There wasn’t a central, organizing musical focus, like the Chamber Music Society of Lincoln Center’s Manifest Legacy: Beethoven and Brahms series, which ran concurrently with Tully Scope in the same hall.  You might say that it was a festival “about nothing,” as the now-ancient sitcom Seinfeld (set in New York) was often described.  Which means, that like Seinfeld, it was a festival about everything.  A kind of musical buffet in which one could sample all sorts of new things.  The lack of a central musical point was the point.  It was a celebration of musical diversity. New music, old music.  Superstars like Emmanuel Ax and Jordi Savall.  New York-based up-and-comers like Tyondai Braxton and Brooklyn Rider.

Closing his review of the final concert, he does hit on what I think some of we older music-types may miss the significance of:

After the concert, as with all the Tully Scope events, the audience gathered in the lobby and mingled, given glasses of sparkling wine. You were surrounded by animated conversations about the music.

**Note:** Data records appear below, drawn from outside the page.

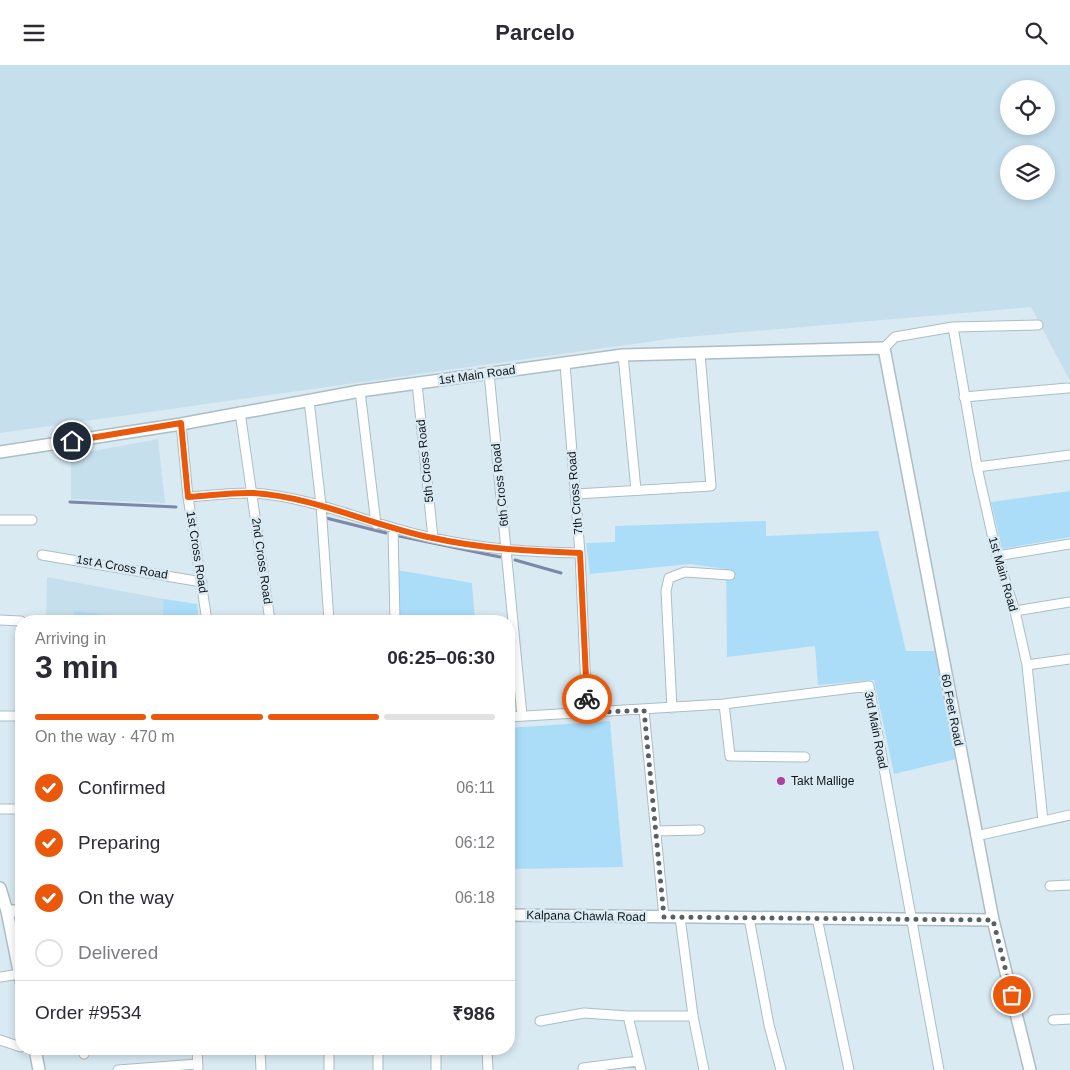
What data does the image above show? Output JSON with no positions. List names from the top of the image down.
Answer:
{
  "streets": {
    "street": [
      "1st Main Road",
      "5th Cross Road",
      "6th Cross Road",
      "7th Cross Road",
      "1st Cross Road",
      "2nd Cross Road",
      "1st A Cross Road",
      "60 Feet Road",
      "3rd Main Road",
      "Kalpana Chawla Road"
    ]
  },
  "crossings": [
    ["1st Main Road", "5th Cross Road"],
    ["1st Main Road", "6th Cross Road"],
    ["1st Main Road", "7th Cross Road"],
    ["1st Main Road", "1st Cross Road"],
    ["1st Main Road", "2nd Cross Road"],
    ["1st Main Road", "60 Feet Road"],
    ["6th Cross Road", "3rd Main Road"],
    ["7th Cross Road", "3rd Main Road"],
    ["1st Cross Road", "1st A Cross Road"],
    ["60 Feet Road", "Kalpana Chawla Road"],
    ["3rd Main Road", "Kalpana Chawla Road"]
  ],
  "places": ["Takt Mallige"],
  "page": {
    "header": "Parcelo",
    "heading": ["3 min", "Arriving in", "06:25–06:30"],
    "panel": ["Order #9534", "₹986"],
    "bar": "On the way · 470 m",
    "list": [
      ["Confirmed", "06:11"],
      ["Preparing", "06:12"],
      ["On the way", "06:18"],
      "Delivered"
    ]
  }
}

Lincoln Center should find a way to keep this welcome innovation of Tully Scope going.

Absolutely.  As Greg Sandow points out in his post on the final concert,

People normally go out at night to have an experience. They want to do something that’ll be fun, or meaningful, something they think they’ll enjoy, that will mean something to them.

Yes, yes, yes.  This added so much to the experience.  I ended up meeting and chatting with someone after every concert I attended, which would not have happened without the space or without the free drink.  In a comment on Greg’s post, Linda writes,

This is what “The Experience Economy” is all about. People (especially in the sought after 25-40 age group) want to buy into a complete experience, preferably one in which they can interact with other people, rather than be passive “receivers.”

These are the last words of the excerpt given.